The historic wooden Ashton Meeting House (built 1881) was moved onto the SSFS campus in 1983, and a new library and gymnasium was constructed in 1987.  In 2005-2006, a new middle school building was added, as well as a new performing arts center and athletic facilities, along with substantial renovations to several of the existing buildings. A new high school facility is currently under construction to be put in effect at some point during the 2019-2020 school year.

Demographics 
Approximately 7% of the student body are Quakers.

Athletics 

The Middle School teams and the Upper School boys' and girls' athletic teams compete in the Potomac Valley Athletic Conference (PVAC);. SSFS offers the following varsity and junior-varsity sports:

 Women's: Cross Country; Volleyball (Varsity and JV); Soccer (Varsity and JV); Basketball; Track & Field; Tennis; and Lacrosse.
 Men's: Cross Country; Soccer (Varsity and JV); Basketball (Varsity & JV); Track & Field; Tennis; Lacrosse; and Baseball (Varsity and JV).
 Coed: Climbing, Golf, Wrestling, and Hockey (club team).

Traditions 
Some of SSFS's notable traditional activities, which date to the earliest days of the school, include the following:

 The Morley Games.  The whimsical outdoor games of Frazleerham, Hoop-a-Doop, Brindledorph, Nurdleybawl and Friedlefrappe were invented by Barry Morley, a long-time SSFS teacher.  The Morley Games, inspired by limited funds and facilities early in the school's history, made use of everyday objects, and continued to be played long after the introduction of soccer, lacrosse and other sports to the school's curriculum.  Brindledorph, a field hockey-like game, is played with ordinary brooms, and Hoop-a-Doop with old bicycle tires.  Nurdleybawl (a variation on tee-ball) uses a small rubber ball and sawed-off softball bat.  Frazleerham, a combination of rugby, soccer, basketball and ultimate Frisbee, is played with a soccer ball and wastepaper can (held by the “frazsnapper”) standing in a small enclosure (10’ x 10’ x  2’) or “rham” made of 2-by-4's.  In Friedlefrappe, a “friedlesphere” (a ball) is thrown up to a “friedlesnatcher” (goalie) standing on a “friedleplat” (an elevated platform) who attempts to catch it with a “friedlesnare” (a net on a pole), and defended by a “friedlefrapper” swinging a broom.
 Spirit Week.  Held within the first few weeks of the school year, this recent school tradition is a weeklong event that features a number of school-wide and division-wide activities, such as "Twin Day" (students dress alike), "Pajama Day" (come to school dressed in pajamas), “Green and Gold Day” (students and faculty are requested to wear green or yellow clothing), and "Crazy Hat and Hair Day."
 Community Day.   Held in the fall, Community Day began as "Mountain Day," in which the entire school would travel to nearby Sugarloaf Mountain for a picnic and a day of exploration.  In the mid-1970s the venue changed to Catoctin Quaker Camp.  As the size of the school grew and the logistics of transporting the entire school over long distances became more difficult, Mountain Day evolved into Community Day, a day of campus-based work projects (such as trail maintenance, tending to the community garden, and bus waxing races), followed by school-wide games.
 Our People, Our Planet Day.

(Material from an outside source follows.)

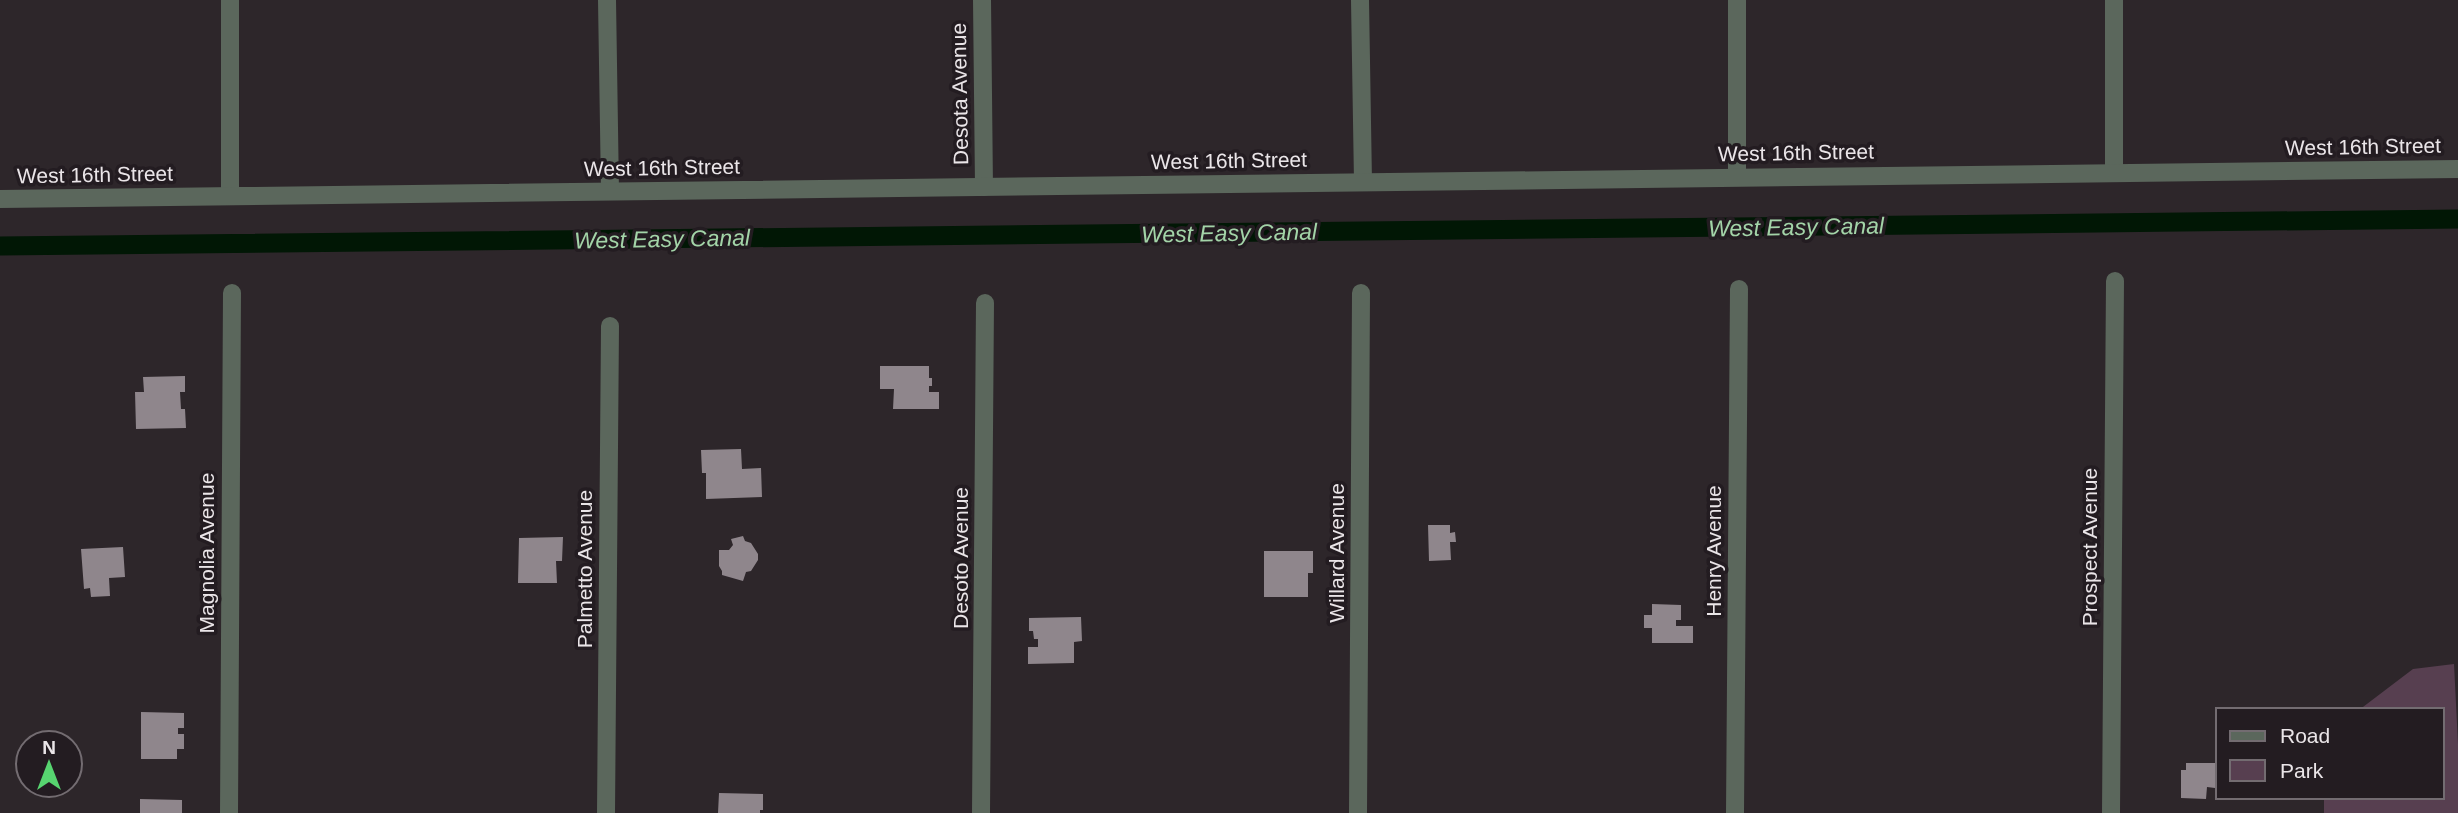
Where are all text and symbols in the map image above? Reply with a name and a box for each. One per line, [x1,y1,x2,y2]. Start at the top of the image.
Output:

Similar to Community Day, Our People, Our Planet Day (formerly known as Earth Stewardship Day) is an all-school event held in the spring. Our People, Our Planet Day (OPOP Day) is a day dedicated to a dual focus of environmental literacy and greater understanding of the unique social, global, and cultural composition of all SSFS community members.
 Intersession.  In the week before spring break each school year, all SSFS Upper School students are required to participate in an Intersession, a trip of experiential learning that supplements the traditional school curriculum. Intersessions often involve community service, physical activity, or environmental stewardship. In the past, Intersession trips have gone to Florida, Senegal, Korea, Sicily, and numerous other locations.
 Strawberry Cowbake.  An end-of-year festival featuring a cookout and strawberry shortcake.

Student government and publications 
The Wildezine is an upper-school student newspaper.  Other student publications include a literary magazine and a yearbook.

The Torch Committee, the student government organization, includes day and boarding students, as well as faculty and administration representatives.  A Torch representative is invited to all faculty meetings, school business meetings and meetings of the Board of Trustees.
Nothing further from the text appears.